In MMORPG's hat man meistens das Problem das man nicht alleine ist. Das ist für das Zusammenspiel ganz toll, aber die CPU leidet enorm darunter. Wenn man das LOD einstellen kann bringt das schon eine menge, weil der PC dann nur berrechnet was man sieht. Gibt bei schnellen Bewegungen aber weiße "Blitze".
Wenn man die Menge an Spieler die dargestellt werden sollen begrenzen kann bringt das auch mehr FPS, die CPU wird wieder entlastet. Schatten frisst meiner Erfahrung nach am meisten CPU Leistung, dabei meine ich nciht die Auflösung.
Wenn man den Schatten ausmacht bringt das einen FPS boost. Die Schattensichtweise zu verringern bringt auch viel. Schatten nur bei anderen Spieler zu deaktivieren auch, aber das hat ja nicht jedes Spiel.
Die FPS und die GPU Auslastung würde ich mir mit der aktuellen MSI Afterburner Betaversion per OSD anzeigen lassen, die kann jetzt auch 64 Bit. An der GPU Last kannst du leicht erkennen ob die CPU gerade im Limit ist (alles unter 90% ist CPU limitiert.)

Und der letzte Tipp um nicht ins CPU Limit zu kommen bei MMORPG's lautet:

Kauf Intel. Ohne Witz, du wirst das Wort CPU Limit aus deinem Wortschatz streichen.


----------



## BiosShock (11. Mai 2014)

*AW: Wie will man mit einem AMD FX 8350 in wow durchgängig 40+ FPS erzielen?*

Frage: Sind die FPS reproduzierbar? Sprich sind die Frames immer gleich egal an welchen Tag du den Rechner an machst?

Was ich damit sagen will: "sind die Latenzen im BIOS/UEFI für den Speicher fest vorgegeben"?

Dann geh mal in kleinen schritten bei der CPU mit dem Takt hoch(0,5 Schritte). Könnte helfen. Meiner arbeitet am besten mit 4,2/4,5Ghz( Standard/Boost)

Ich nutze dafür das Programm AMD-Overdrive. Und bitte die Spannung richtig angeben! Ich hab Standard 1,275V und Boost 1,300V stehen.

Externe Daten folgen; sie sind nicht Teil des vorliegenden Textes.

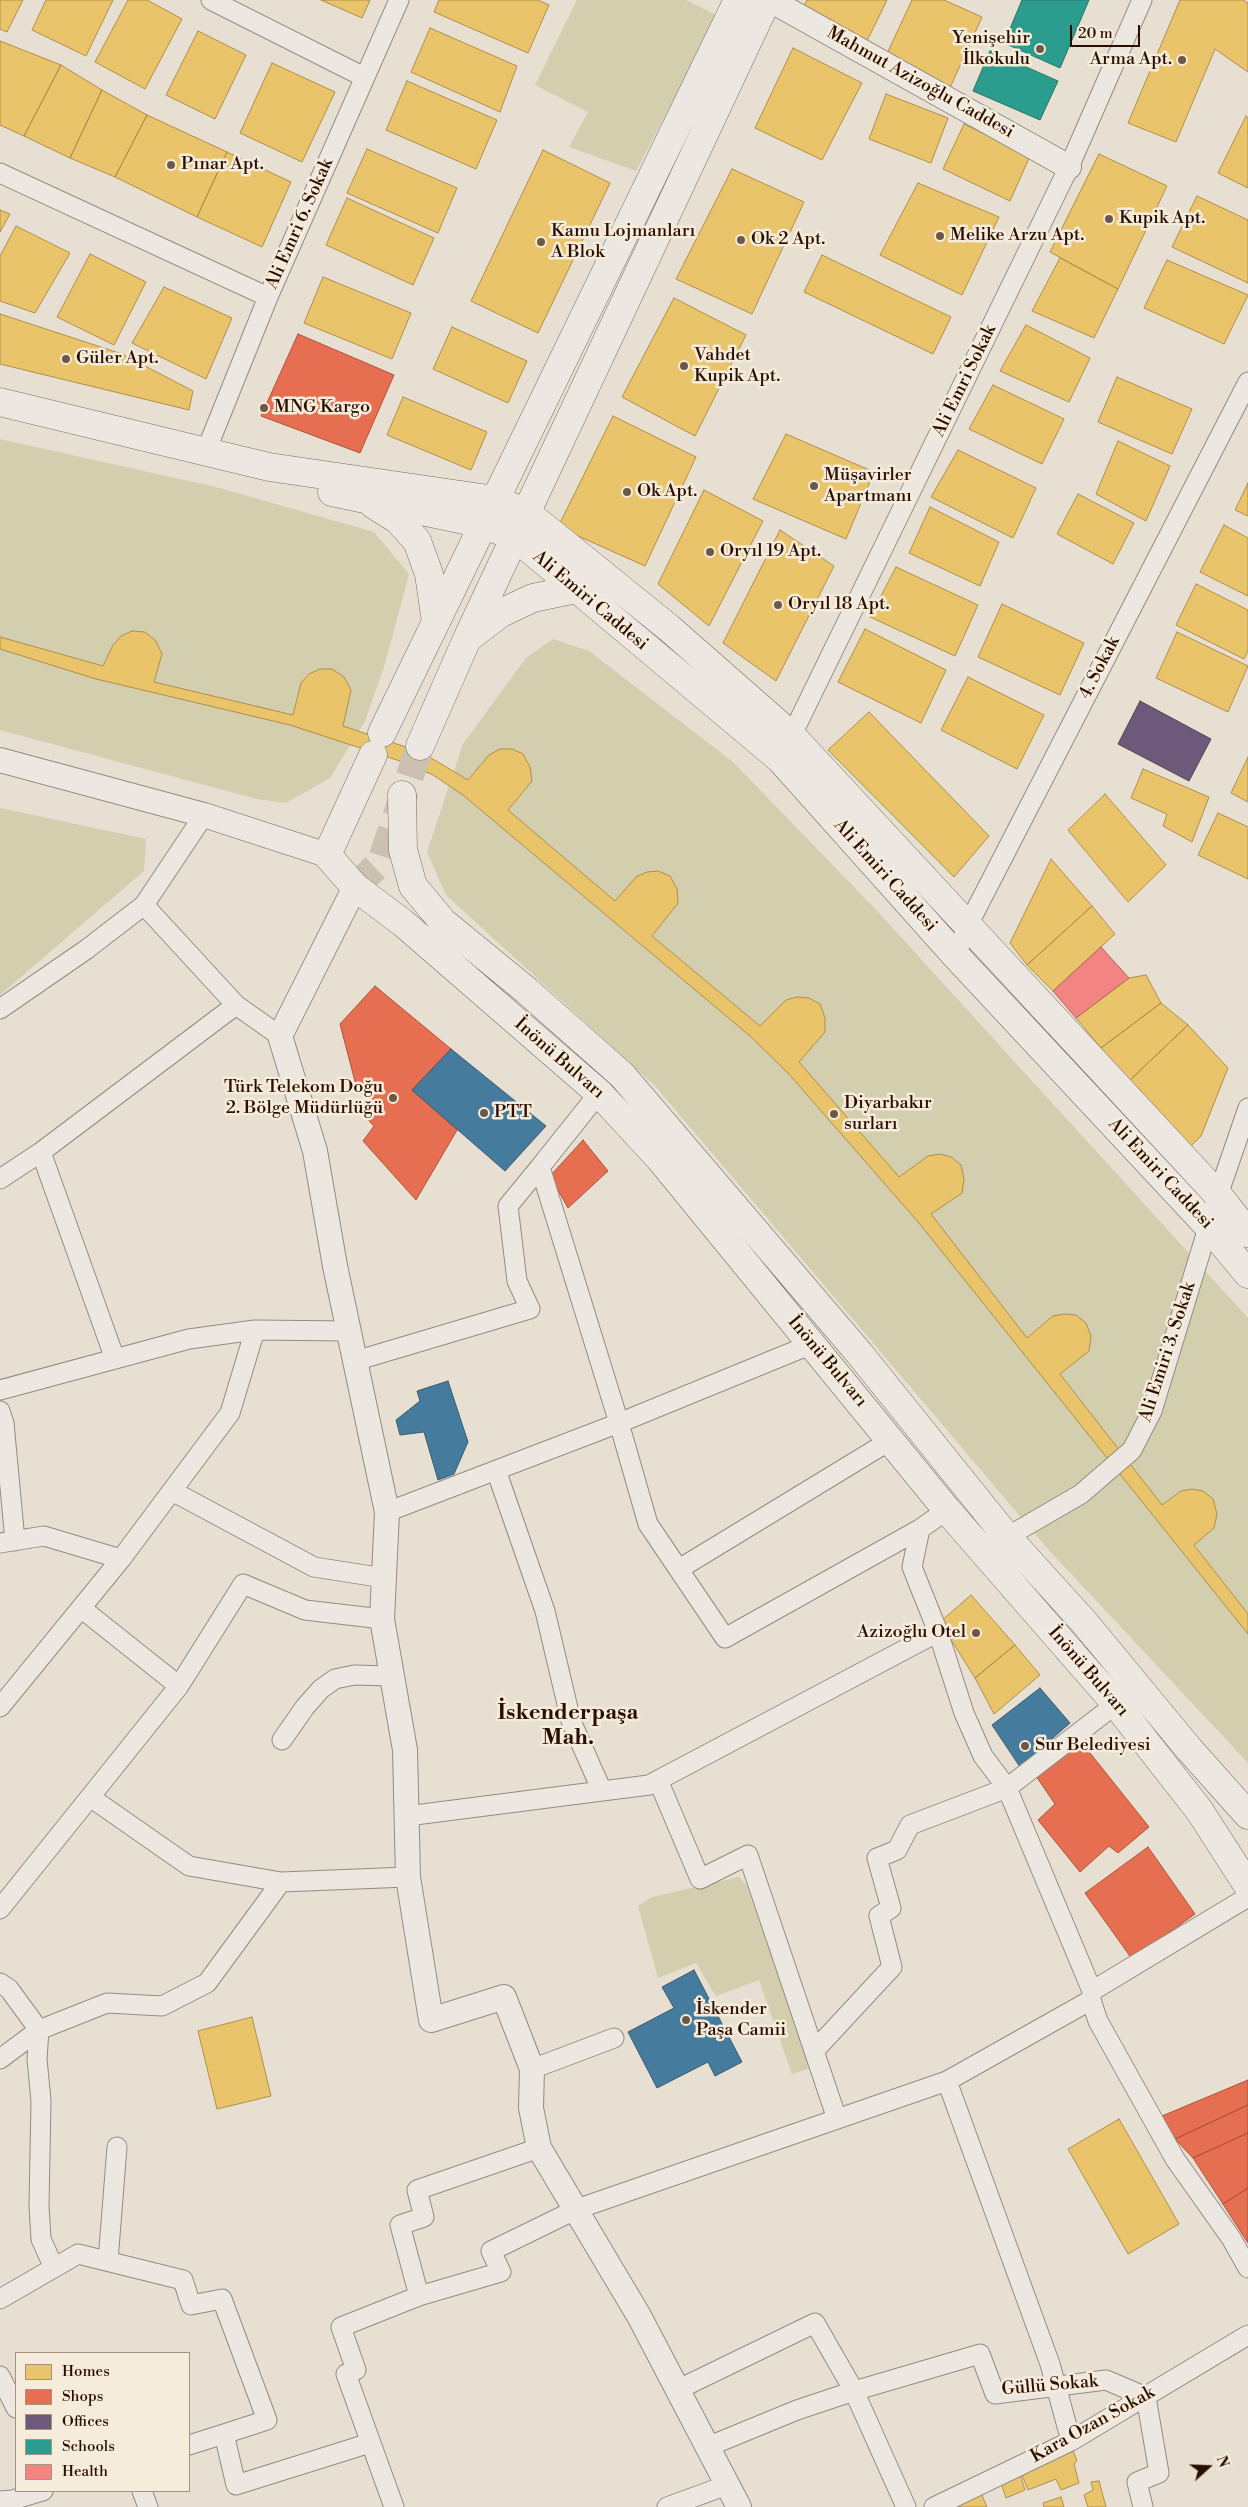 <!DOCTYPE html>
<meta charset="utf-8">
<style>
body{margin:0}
#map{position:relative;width:1248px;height:2507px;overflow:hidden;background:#e7dfd1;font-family:"Libre Bodoni",serif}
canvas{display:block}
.legend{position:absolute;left:15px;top:2352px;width:175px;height:140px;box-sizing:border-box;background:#f6ecdb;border:1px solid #a49483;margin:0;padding:6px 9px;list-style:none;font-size:15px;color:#2a0f00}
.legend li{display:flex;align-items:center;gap:10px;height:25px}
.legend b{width:25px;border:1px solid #a49483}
.north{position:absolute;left:1183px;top:2442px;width:50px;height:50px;-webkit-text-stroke:4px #f6ecdb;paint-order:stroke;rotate:70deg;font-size:14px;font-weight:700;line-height:20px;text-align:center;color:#2a0f00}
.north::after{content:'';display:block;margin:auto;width:18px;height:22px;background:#2a0f00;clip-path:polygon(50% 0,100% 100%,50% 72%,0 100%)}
.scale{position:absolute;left:1070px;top:25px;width:70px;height:22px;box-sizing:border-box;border:2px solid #2a0f00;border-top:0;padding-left:6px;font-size:15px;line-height:18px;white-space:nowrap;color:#2a0f00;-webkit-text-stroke:4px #f6ecdb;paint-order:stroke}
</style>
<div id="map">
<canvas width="1248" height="2507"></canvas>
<ul class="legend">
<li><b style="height:14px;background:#e9c46a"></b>Homes</li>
<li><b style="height:14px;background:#e76f51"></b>Shops</li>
<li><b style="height:14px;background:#6d597a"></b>Offices</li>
<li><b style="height:14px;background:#2a9d8f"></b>Schools</li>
<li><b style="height:14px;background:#f28482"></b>Health</li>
</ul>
<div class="north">N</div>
<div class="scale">20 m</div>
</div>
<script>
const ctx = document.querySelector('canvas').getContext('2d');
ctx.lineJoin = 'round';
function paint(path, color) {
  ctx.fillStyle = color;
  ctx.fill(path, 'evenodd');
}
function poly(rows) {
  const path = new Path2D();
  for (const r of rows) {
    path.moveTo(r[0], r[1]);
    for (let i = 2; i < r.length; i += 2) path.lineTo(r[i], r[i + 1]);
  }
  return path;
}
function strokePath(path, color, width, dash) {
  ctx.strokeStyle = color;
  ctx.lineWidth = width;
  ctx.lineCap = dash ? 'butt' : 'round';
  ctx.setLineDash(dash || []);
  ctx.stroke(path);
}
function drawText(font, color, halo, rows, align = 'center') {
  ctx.font = font + ' "Libre Bodoni",serif';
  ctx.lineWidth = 5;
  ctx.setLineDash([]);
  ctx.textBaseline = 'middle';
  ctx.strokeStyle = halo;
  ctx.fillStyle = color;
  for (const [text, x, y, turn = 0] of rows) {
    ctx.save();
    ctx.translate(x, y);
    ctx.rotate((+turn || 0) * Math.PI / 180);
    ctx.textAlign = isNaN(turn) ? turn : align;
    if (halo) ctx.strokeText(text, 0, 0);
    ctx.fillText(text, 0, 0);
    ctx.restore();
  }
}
paint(poly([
 [577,0,686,0,718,16,636,171,569,147,588,112,535,85],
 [0,439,216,487,374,532,409,574,385,664,365,721,330,778,286,803,257,799,0,730],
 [553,639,589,651,733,762,879,913,1248,1318,1248,1763,1047,1548,656,1087,446,895,427,852,463,744,526,658],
 [0,808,146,839,144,871,0,995],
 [739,1877,747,1886,811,2068,792,2074,759,1980,716,1996,696,1963,658,1978,638,1906,652,1897]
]), '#d2ceae');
const homes = poly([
 [0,0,23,0,7,32,0,29,0,0],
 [46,0,113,0,86,56,32,30,46,0],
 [128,0,147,0,182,19,145,89,95,62,128,0],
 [321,0,370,0,362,18,321,0],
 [439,0,538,0,549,5,528,53,434,12,439,0],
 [807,0,887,0,867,41,802,10,807,0],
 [912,0,944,0,982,17,949,90,884,60,912,0],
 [1180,0,1243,0,1248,3,1248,72,1215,49,1176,142,1128,123,1180,0],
 [430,28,517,66,500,112,411,72,430,28],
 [198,31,246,55,215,119,166,95,198,31],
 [0,41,61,65,24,136,0,125,0,41],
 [793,48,862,83,822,160,755,128,793,48],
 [272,63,335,92,302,162,240,133,272,63],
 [61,65,102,90,70,158,24,136,61,65],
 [407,81,497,120,476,169,386,130,407,81],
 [102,90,147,115,115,177,70,158,102,90],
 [886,94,948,118,931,163,869,139,886,94],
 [147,115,227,152,197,217,115,177,147,115],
 [1246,116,1248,118,1248,188,1218,173,1246,116],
 [964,124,1030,156,1010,201,943,169,964,124],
 [367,149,457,188,438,233,347,193,367,149],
 [543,150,610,183,538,333,471,301,543,150],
 [227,152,291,182,262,247,197,217,227,152],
 [1099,154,1167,186,1118,289,1050,252,1099,154],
 [732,169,804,202,752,314,676,279,732,169],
 [918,183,999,217,962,295,880,255,918,183],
 [1197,196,1248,220,1248,283,1172,247,1197,196],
 [347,198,434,238,413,285,326,245,347,198],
 [0,210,10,214,0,232,0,210],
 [16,226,70,253,35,313,0,301,0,256,16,226],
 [90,254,146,282,114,345,57,317,90,254],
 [822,255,951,317,933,354,804,292,822,255],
 [1060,258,1118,289,1094,338,1032,311,1060,258],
 [1167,260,1248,295,1224,344,1144,308,1167,260],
 [323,277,411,313,392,359,304,323,323,277],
 [164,287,232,318,206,379,132,343,164,287],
 [674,298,746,335,695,436,622,397,674,298],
 [0,314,122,354,193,391,189,410,0,364,0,314],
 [1026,325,1090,358,1069,402,1000,371,1026,325],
 [452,327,527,361,508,403,433,369,452,327],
 [1117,377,1192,409,1172,454,1098,422,1117,377],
 [993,385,1064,419,1042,464,969,429,993,385],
 [403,397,487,432,471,470,387,435,403,397],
 [613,416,696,457,645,566,558,527,613,416],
 [786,434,874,472,846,539,753,499,786,434],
 [1118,441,1170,466,1146,521,1096,494,1118,441],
 [958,450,1036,488,1013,538,931,497,958,450],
 [1248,483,1248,516,1235,510,1248,483],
 [704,490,763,521,709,626,658,584,704,490],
 [1078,494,1134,523,1113,564,1057,534,1078,494],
 [930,507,999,542,980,586,909,553,930,507],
 [1224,525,1248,538,1248,596,1200,572,1224,525],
 [780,530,834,566,776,681,723,643,780,530],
 [896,567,978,605,955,656,870,617,896,567],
 [1196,584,1248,610,1248,651,1244,659,1176,625,1196,584],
 [1002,604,1084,643,1060,695,978,657,1002,604],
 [865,629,946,670,921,723,838,682,865,629],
 [132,631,145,632,156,641,162,654,154,682,293,715,301,683,309,674,320,669,332,669,344,677,351,690,343,726,421,752,468,780,489,755,500,749,512,749,523,754,530,767,532,781,508,810,615,901,636,877,647,872,658,871,670,876,677,889,678,903,652,936,760,1026,786,1000,797,997,809,998,820,1004,825,1018,825,1032,799,1062,899,1177,928,1156,940,1154,951,1157,961,1165,964,1179,962,1193,931,1214,1027,1338,1053,1316,1064,1314,1076,1315,1086,1323,1091,1336,1089,1351,1060,1374,1162,1505,1181,1491,1192,1489,1203,1491,1213,1499,1217,1514,1214,1528,1194,1545,1248,1614,1248,1634,919,1223,788,1073,750,1036,463,795,433,775,403,762,290,725,96,679,0,649,0,637,103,666,113,645,121,636,132,631],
 [1177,632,1248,666,1228,712,1156,678,1177,632],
 [968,677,1044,715,1017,769,941,730,968,677],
 [869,712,989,836,954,877,828,750,869,712],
 [1248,757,1248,802,1231,793,1248,757],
 [1143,769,1209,797,1192,842,1163,826,1167,814,1131,798,1143,769],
 [1105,794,1166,865,1128,902,1068,830,1105,794],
 [1218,813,1248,827,1248,879,1198,855,1218,813],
 [1051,859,1092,906,1027,965,1010,943,1051,859],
 [1092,906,1115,934,1053,991,1027,965,1092,906],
 [1146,975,1161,1003,1101,1048,1076,1018,1129,978,1146,975],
 [1161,1003,1188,1025,1128,1082,1101,1048,1161,1003],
 [1188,1025,1228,1068,1201,1136,1187,1150,1128,1082,1188,1025],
 [971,1595,1015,1645,975,1678,940,1622,971,1595],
 [1015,1645,1040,1675,994,1714,975,1678,1015,1645],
 [252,2017,271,2096,217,2109,198,2031,252,2017],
 [1119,2119,1179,2224,1128,2254,1068,2149,1119,2119],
 [1071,2445,1077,2461,1074,2464,1079,2483,1061,2490,1056,2479,1028,2490,1019,2467,1071,2445],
 [1018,2467,1025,2490,1006,2498,998,2474,1018,2467],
 [1099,2481,1106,2507,1088,2507,1084,2495,1093,2490,1091,2482,1099,2481],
 [978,2486,987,2507,934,2507,978,2486],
 [1061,2497,1064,2507,1044,2507,1043,2503,1061,2497]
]);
paint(homes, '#e9c46a');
strokePath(homes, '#b08e4a', 1);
const shops = poly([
 [298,334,394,375,360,453,261,416,298,334],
 [375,986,451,1049,412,1090,457,1130,416,1200,363,1141,374,1126,362,1114,373,1105,357,1089,340,1024,375,986],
 [583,1140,608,1171,568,1208,550,1176,583,1140],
 [1082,1743,1149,1827,1118,1853,1109,1846,1080,1872,1038,1820,1055,1804,1036,1776,1082,1743],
 [1148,1847,1195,1914,1132,1959,1085,1893,1148,1847],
 [1248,2080,1248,2105,1175,2139,1162,2116,1248,2080],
 [1248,2105,1248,2133,1193,2158,1175,2139,1248,2105],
 [1248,2133,1248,2188,1223,2204,1193,2158,1248,2133],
 [1248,2188,1248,2243,1223,2204,1248,2188]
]);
paint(shops, '#e76f51');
strokePath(shops, '#ae5239', 1);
const offices = poly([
 [1140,701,1211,739,1189,781,1118,744,1140,701]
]);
paint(offices, '#6d597a');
strokePath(offices, '#594355', 1);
const schools = poly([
 [1022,0,1089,0,1060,68,1004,43,1022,0],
 [990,51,1058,81,1040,120,973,91,990,51]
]);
paint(schools, '#2a9d8f');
strokePath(schools, '#2a7264', 1);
const health = poly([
 [1101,947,1129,978,1076,1018,1053,991,1101,947]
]);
paint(health, '#f28482');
strokePath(health, '#b6615b', 1);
const public = poly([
 [451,1049,546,1126,505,1171,412,1090,451,1049],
 [448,1381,468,1442,454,1474,438,1480,424,1432,400,1435,396,1420,420,1401,417,1391,448,1381],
 [1040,1688,1070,1723,1020,1767,992,1725,1040,1688],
 [694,1970,742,2062,715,2076,708,2062,657,2088,628,2032,674,2008,662,1987,694,1970]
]);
paint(public, '#457b9d');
strokePath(public, '#3d5b6e', 1);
strokePath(poly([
 [355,887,381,862,420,746]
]), '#cbc0b2', 28, [28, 14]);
const minor = poly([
 [211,0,364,77],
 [0,173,268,297],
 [206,451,268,297,399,0],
 [787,745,1069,167,1142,0],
 [144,905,236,1005],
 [956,956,967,927,1248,382],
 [0,1009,87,949,144,905,204,815],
 [599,1093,540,1167,619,1423,648,1524,725,1638,920,1529,947,1510],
 [0,1179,41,1152],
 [115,1359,41,1152,236,1005,280,1036],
 [355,1361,530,1309,517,1281,508,1206,540,1167],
 [0,1390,189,1339,255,1330,349,1331],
 [0,1411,4,1423,15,1541],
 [496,1470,545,1611,571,1721,602,1791],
 [172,1491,314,1567,384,1578],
 [387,1512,619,1423,812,1344],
 [920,1529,912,1567,938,1632,964,1713,983,1756,1007,1788,1092,1991,1091,2000,1098,2021,1175,2159,1231,2238,1248,2268],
 [1007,1537,1081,1494,1132,1450,1152,1411,1218,1195,1248,1108],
 [0,1543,44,1536,121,1559,230,1413,255,1330],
 [679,1569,891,1440],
 [81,1608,179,1686,243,1584,305,1610,382,1619],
 [0,1707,121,1559],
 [282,1740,305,1707,321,1689,335,1679,354,1675,392,1676],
 [658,1780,700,1879,748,1855,837,2119],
 [90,1797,179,1686],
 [407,1816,649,1785,938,1632],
 [0,1909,90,1797,189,1866,281,1882],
 [0,1983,9,1989,39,2030,37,2059,41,2101,39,2206,41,2239,54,2268],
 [1092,1991,1248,1897],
 [814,2051,892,1967,879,1916,891,1908,877,1858,897,1850,910,1825,1007,1788,1116,1704],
 [0,2059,39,2030,107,2003,162,2006,207,1983,281,1882,408,1877],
 [532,2069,614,2038],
 [947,2081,1050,2364,1071,2441],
 [108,2261,117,2147],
 [419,2296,400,2225,424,2217,417,2190,539,2148],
 [0,2299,78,2254,183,2280,191,2305,222,2299,267,2420,224,2434],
 [0,2376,16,2408],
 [677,2390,815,2323,854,2391,980,2354,995,2394,1106,2380,1146,2397,1159,2473,1137,2482,1143,2507],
 [189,2445,224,2434,236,2485,370,2443],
 [707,2447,797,2410,854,2391,906,2507],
 [142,2491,148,2507],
 [0,2501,12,2500,43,2491],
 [394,2507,346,2374,356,2370,341,2327,419,2296,501,2272,491,2251,577,2209,947,2081,1091,2000],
 [667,2507,727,2485],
 [934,2507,1071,2441,1248,2335]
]);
const tertiary = poly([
 [770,0,1069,167],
 [0,760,204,815,327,855],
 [355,887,280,1036,315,1151,335,1266,387,1512,382,1619,405,1750,408,1877,431,2020,504,1997,532,2069,531,2108,539,2148,639,2316,739,2507]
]);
const secondary = poly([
 [0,402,269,467,495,500,527,513,669,628,792,736,1218,1195,1248,1233],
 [332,492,483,524,515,537,780,759,956,956,1209,1227,1248,1274],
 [374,505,398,520,417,541,429,574,436,622],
 [472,635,501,613,533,598,576,589],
 [382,733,738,0],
 [420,746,467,639,767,0],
 [373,755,327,855,355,887,403,923,599,1093,660,1159,947,1510,1116,1704,1199,1810,1248,1886],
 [402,795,403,850,413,886,443,922,526,990,622,1075,859,1353,1007,1537,1084,1622,1189,1749,1248,1815]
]);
strokePath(minor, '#938b81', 21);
strokePath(tertiary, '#938b81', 26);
strokePath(secondary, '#776f66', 29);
strokePath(minor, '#ece8e1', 19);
strokePath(tertiary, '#ece8e1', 24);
strokePath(secondary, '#ece8e1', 28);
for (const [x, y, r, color] of [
 [1040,49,5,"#6c5849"],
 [1182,60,5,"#6c5849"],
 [171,165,5,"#6c5849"],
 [1109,219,5,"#6c5849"],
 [940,236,5,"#6c5849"],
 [741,240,5,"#6c5849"],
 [541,242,5,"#6c5849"],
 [66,359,5,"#6c5849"],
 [684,366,5,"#6c5849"],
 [264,408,5,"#6c5849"],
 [814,486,5,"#6c5849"],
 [627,492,5,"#6c5849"],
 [710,552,5,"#6c5849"],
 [778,605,5,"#6c5849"],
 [393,1098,5,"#6c5849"],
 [484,1113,5,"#6c5849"],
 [834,1114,5,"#6c5849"],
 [976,1633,5,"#6c5849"],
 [1025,1746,5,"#6c5849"],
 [686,2020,5,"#6c5849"]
]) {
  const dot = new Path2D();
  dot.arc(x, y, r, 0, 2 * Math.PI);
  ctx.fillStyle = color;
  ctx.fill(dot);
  strokePath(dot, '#f6ecdb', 2);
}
drawText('18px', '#2a0f00', '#f6ecdb', [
 ["Yenişehir",1030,39,"right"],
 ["İlkokulu",1030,60,"right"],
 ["Arma Apt.",1172,60,"right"],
 ["Pınar Apt.",181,165],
 ["Kupik Apt.",1119,219],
 ["Kamu Lojmanları",551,232],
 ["A Blok",551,253],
 ["Melike Arzu Apt.",950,236],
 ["Ok 2 Apt.",751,240],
 ["Vahdet",694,356],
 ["Kupik Apt.",694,377],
 ["Güler Apt.",76,359],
 ["MNG Kargo",274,408],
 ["Müşavirler",824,476],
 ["Apartmanı",824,497],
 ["Ok Apt.",637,492],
 ["Oryıl 19 Apt.",720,552],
 ["Oryıl 18 Apt.",788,605],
 ["Türk Telekom Doğu",383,1088,"right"],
 ["2. Bölge Müdürlüğü",383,1109,"right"],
 ["Diyarbakır",844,1104],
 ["surları",844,1125],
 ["PTT",494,1113],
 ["Azizoğlu Otel",966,1633,"right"],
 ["Sur Belediyesi",1035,1746],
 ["İskender",696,2010],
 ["Paşa Camii",696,2031]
], 'left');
drawText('18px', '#2a0f00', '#f6ecdb', [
 ["Mahmut Azizoğlu Caddesi",920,83,29],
 ["Ali Emri 6. Sokak",300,224,-66],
 ["Ali Emri Sokak",965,381,-64],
 ["Ali Emiri Caddesi",590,601,40],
 ["4. Sokak",1100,668,-63],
 ["Ali Emiri Caddesi",885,876,48],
 ["İnönü Bulvarı",559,1059,41],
 ["Ali Emiri Caddesi",1160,1174,47],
 ["Ali Emiri 3. Sokak",1168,1352,-72],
 ["İnönü Bulvarı",827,1362,50],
 ["İnönü Bulvarı",1088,1672,49],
 ["Güllü Sokak",1050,2386,-5],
 ["Kara Ozan Sokak",1093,2425,-29]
]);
drawText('bold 22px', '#2a0f00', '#f6ecdb', [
 ["İskenderpaşa",568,1714],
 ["Mah.",568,1739]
]);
</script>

Guten Kühler und Netzteil vorausgesetzt.

...und ich übernehme keine Haftung - die Werte sind für mein System.


----------



## rhyn2012 (11. Mai 2014)

*AW: Wie will man mit einem AMD FX 8350 in wow durchgängig 40+ FPS erzielen?*

Habe ihn bereits im Vorfeld mal deswegen per PN angeschrieben, mir persönlich kam es auch wie eine indirekte antwort vor, der Beitrag im Heft xD-was WoW betraf. Jedenfalls kam nie eine Antwort 


@ Gordon, da hört sich interessant an, hast du es jemals probiert? Hat es geholfen?

@ Stueppi, einen Intel i7 hab ich hier auch noch stehen  ich weis genau was du meinst xD

@ MArkzzman, nein spiele nur auf Hoch Settings, und wahlweise 2x oder 4x MSAA


----------



## Markzzman (12. Mai 2014)

*AW: Wie will man mit einem AMD FX 8350 in wow durchgängig 40+ FPS erzielen?*



rhyn2012 schrieb:


> @ MArkzzman, nein spiele nur auf Hoch Settings, und wahlweise 2x oder 4x MSAA


 
Puh das ist hart.
Hätte nämlich erstmal gesagt, die Schatten von Ultra auf 2. oder 3 Stufe zu stellen, das bringt einen guten Zuwachs.
Wie sehen deine Treiber Einstellungen aus ?

Alles auf Ultra schaff ich auch nur ~30 FPS zur Prime Time in der Pandaria Hauptstadt.
So selbstverständlich ist das nicht dort mit hohen Settings hohe FPS zu haben, vorallem wenn viele Spieler, Mounts, Pets etc. gerade dargestellt werden.


----------



## rhyn2012 (12. Mai 2014)

*AW: Wie will man mit einem AMD FX 8350 in wow durchgängig 40+ FPS erzielen?*

Joa ich weis.

Wenn ich am Intel sitze, läuft dort alles geschmeidiger.
Der AMD dem geht inner Stadt die Puste aus.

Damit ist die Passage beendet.